The African Export-Import Bank (Afreximbank) and the Agence Française de Développement (AFD) in Cairo jointly organised an online seminar on scaling up climate finance in Africa.
The seminar took place as part of their effort to foster sustainable development as the continent recovers from the novel coronavirus (COVID-19) pandemic, according to a Tuesday press statement.
The event was hosted by Benedict Oramah, President and Chairperson of Afreximbank, and the AFD’s CEO and Chairperson of the International Development Finance Club (IDFC) Rémy Rioux.
It aimed to “increase participants’ knowledge of the opportunities and challenges associated with aligning economic development and climate finance to strengthen sustainability and resilience across Africa”.

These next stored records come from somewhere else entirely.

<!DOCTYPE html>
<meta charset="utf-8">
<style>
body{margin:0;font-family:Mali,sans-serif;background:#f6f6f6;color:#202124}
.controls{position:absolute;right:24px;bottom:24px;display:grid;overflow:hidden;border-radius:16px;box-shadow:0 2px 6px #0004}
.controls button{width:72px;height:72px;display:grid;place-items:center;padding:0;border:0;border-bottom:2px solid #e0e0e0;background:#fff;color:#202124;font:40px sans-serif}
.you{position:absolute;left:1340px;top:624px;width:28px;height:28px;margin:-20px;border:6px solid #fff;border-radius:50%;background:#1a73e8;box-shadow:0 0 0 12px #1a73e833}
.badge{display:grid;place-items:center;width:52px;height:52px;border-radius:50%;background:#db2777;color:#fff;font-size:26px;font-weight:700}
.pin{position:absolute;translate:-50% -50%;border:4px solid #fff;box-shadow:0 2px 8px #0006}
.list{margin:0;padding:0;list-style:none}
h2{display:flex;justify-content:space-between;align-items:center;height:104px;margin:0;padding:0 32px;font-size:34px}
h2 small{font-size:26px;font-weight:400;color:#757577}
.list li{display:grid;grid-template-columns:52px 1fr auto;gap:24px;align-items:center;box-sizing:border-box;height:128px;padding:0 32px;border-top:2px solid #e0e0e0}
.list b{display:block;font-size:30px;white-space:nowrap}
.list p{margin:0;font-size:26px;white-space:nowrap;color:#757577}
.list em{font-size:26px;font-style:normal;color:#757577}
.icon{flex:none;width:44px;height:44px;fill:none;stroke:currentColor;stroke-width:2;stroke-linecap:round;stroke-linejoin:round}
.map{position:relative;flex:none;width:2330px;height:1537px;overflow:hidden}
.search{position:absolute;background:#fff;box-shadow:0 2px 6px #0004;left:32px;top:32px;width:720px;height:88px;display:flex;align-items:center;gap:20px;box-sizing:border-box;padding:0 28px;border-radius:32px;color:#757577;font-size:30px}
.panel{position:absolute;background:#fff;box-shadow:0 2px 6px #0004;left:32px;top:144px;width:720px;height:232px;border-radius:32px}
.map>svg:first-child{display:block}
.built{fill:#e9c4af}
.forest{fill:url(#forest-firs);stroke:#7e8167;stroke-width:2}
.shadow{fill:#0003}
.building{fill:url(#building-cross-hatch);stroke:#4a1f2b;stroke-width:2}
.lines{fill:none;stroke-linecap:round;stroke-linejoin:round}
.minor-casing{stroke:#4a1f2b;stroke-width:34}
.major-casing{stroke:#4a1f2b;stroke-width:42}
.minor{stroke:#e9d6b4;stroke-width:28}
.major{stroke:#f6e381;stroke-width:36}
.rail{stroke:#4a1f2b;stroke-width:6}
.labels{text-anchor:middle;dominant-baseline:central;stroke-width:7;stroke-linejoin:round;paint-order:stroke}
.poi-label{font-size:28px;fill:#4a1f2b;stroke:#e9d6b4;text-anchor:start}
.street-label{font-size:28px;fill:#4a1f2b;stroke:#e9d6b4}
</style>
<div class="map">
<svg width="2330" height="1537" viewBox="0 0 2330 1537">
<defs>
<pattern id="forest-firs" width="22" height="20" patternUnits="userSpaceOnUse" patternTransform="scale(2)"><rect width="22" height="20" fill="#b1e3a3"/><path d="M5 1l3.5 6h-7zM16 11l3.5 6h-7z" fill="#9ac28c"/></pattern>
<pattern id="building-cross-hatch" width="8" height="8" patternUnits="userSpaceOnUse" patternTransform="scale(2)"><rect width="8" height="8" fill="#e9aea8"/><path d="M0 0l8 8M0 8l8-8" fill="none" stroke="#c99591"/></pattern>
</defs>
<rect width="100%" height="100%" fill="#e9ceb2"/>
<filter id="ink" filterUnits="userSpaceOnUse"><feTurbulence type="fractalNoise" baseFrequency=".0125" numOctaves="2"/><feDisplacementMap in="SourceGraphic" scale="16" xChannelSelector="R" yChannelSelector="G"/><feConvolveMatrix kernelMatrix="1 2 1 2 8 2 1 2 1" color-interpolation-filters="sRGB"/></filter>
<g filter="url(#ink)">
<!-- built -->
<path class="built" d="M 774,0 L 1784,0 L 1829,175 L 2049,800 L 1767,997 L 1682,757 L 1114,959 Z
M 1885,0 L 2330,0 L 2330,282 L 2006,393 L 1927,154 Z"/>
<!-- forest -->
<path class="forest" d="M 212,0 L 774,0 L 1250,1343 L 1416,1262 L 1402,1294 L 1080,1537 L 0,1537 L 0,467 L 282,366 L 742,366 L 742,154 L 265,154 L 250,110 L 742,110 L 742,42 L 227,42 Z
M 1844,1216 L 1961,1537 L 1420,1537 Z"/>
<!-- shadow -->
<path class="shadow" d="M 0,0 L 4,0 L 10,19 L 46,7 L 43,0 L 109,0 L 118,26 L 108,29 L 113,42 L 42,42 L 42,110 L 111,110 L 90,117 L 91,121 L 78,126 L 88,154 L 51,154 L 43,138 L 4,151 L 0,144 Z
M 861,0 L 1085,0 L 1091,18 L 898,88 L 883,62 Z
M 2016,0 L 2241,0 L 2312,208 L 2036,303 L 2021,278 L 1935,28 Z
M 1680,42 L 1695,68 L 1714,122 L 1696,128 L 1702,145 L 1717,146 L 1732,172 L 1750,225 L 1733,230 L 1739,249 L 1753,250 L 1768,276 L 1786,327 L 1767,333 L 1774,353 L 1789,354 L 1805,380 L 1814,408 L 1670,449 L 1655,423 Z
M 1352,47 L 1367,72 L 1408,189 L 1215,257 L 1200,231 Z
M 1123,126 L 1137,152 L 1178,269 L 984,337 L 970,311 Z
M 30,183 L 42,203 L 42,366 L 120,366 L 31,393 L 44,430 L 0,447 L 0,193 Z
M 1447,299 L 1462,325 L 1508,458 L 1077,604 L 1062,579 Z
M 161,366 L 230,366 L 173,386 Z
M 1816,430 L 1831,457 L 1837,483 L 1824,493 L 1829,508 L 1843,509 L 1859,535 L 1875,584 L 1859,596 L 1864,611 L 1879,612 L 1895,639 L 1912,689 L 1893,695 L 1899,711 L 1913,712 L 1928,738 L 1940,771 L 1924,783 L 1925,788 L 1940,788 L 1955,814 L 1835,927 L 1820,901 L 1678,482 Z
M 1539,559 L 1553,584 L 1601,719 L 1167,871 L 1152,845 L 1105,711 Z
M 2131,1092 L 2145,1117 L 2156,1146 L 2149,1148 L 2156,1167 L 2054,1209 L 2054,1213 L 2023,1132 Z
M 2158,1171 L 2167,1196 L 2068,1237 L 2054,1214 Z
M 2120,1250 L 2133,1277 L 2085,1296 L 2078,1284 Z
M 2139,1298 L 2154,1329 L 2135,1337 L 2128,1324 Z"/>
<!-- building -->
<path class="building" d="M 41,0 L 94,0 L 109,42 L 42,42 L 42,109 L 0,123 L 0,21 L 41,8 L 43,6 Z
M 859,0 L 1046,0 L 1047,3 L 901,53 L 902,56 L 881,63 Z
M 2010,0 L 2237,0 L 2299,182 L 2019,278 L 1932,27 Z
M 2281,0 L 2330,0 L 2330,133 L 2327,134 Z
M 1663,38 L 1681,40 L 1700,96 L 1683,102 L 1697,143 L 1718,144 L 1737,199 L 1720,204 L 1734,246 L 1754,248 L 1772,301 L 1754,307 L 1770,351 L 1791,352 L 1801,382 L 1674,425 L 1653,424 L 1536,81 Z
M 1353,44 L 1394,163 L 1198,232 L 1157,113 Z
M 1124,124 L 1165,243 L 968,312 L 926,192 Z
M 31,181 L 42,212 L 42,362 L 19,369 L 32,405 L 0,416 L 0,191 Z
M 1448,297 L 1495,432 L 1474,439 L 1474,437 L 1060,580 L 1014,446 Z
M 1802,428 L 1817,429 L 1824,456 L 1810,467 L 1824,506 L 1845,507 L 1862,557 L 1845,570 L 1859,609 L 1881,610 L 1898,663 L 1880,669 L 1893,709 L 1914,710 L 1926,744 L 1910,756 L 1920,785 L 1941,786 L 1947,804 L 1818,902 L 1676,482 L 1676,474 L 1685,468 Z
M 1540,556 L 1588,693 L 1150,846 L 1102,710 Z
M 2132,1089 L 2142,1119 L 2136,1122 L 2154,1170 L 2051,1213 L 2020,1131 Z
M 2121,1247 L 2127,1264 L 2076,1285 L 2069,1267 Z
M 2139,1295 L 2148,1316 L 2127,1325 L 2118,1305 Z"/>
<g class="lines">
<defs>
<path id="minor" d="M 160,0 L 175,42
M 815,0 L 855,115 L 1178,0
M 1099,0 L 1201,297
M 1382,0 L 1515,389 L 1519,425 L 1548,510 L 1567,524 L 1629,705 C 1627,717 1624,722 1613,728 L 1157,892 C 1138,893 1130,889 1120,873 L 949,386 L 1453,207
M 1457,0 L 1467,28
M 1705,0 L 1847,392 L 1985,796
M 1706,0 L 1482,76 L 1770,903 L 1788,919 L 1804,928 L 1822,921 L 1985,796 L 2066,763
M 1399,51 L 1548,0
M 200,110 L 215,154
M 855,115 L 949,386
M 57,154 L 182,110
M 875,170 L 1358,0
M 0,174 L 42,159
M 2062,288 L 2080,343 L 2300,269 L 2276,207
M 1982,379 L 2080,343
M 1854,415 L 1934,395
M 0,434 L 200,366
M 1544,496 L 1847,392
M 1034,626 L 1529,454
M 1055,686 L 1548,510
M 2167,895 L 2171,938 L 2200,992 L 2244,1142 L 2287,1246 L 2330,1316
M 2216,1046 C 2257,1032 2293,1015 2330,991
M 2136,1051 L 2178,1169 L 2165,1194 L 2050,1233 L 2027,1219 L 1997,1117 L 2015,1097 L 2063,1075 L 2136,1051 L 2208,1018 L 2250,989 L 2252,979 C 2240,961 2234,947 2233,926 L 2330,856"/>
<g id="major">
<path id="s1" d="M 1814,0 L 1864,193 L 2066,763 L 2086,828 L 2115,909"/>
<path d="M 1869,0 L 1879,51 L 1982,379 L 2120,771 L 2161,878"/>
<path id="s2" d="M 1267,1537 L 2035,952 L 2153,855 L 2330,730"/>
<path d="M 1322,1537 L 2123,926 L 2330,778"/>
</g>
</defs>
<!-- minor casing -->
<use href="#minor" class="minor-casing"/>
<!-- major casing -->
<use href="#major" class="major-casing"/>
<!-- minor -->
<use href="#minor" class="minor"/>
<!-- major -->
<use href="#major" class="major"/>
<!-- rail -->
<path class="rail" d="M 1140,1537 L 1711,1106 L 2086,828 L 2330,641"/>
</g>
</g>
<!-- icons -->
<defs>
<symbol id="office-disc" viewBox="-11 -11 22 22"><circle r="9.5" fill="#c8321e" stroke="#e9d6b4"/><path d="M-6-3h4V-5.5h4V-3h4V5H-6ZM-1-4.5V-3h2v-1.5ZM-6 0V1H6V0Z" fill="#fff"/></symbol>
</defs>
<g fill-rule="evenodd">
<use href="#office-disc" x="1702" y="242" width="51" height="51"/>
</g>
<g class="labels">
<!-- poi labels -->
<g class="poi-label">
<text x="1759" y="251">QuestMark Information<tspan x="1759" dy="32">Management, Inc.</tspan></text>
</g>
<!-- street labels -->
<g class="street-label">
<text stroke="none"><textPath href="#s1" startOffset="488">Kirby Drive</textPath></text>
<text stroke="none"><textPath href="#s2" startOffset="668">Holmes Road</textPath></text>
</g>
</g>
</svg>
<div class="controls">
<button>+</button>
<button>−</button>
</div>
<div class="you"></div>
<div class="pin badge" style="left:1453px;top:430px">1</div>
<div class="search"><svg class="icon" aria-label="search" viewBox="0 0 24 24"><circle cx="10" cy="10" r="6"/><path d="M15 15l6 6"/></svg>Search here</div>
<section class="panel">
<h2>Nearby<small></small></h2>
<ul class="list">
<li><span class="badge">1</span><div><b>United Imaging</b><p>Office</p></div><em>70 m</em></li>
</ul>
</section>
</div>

Recommendations from the seminar will be discussed during the “Finance in Common” (FiC) Summit that will be held on 11-13 November 2020.
“Though Africa contributes less than 4% of global CO2 emissions, it remains the most vulnerable region to the adverse effects of climate change,” Oramah said, “Droughts and floods have increased in frequency over the last two decades and risk undermining the continent’s economic progress.”
Meanwhile, Rioux said, “The partnership between Afreximbank and AFD, built over the past five years, is a shining example of effective coordination of Public Development Banks (PDBs) based on shared objectives, supporting the development of African economies and mainstreaming the fight against climate into our financial activity.”
He added, “As we face COVID-19, I am convinced that the 450 PDBs that operate around the world, including 95 across Africa, at sub-national, national, regional, international and multilateral levels, could further contribute to scaling-up climate finance for sustainable development.”
He noted that the PDBs will gather in this endeavour for the first time on 12 November in the French capital, Paris, for the Finance in Common Summit. There, they will design new forms of prosperity that put people and the planet first.
“By forming a coalition of financial actors, PDBs could bring timely and coordinated responses to global challenges,” Rioux added.
The attendees at the webinar agreed that the creation of the African Continental Free Trade Agreement (AfCTA) will help nations across the continent deliver long-term sustainability, development, and security. These will be boosted by cross-sector collaboration, financial partnerships and the promotion of trade, the statement noted.
“It is estimated that the negative effects of climate change in Africa are already depressing the continent’s GDP by 2.8% annually (around $100bn),” the statement highlighted.
In order to tackle climate challenges in Africa, availability of new funding dedicated to climate finance and sustainable development was identified as a priority. Through their ability to mobilise and channel financing, PDBs have a yet untapped opportunity to act as a catalyst in the transformation of the financial system towards climate action and SDG promotion, the statement added.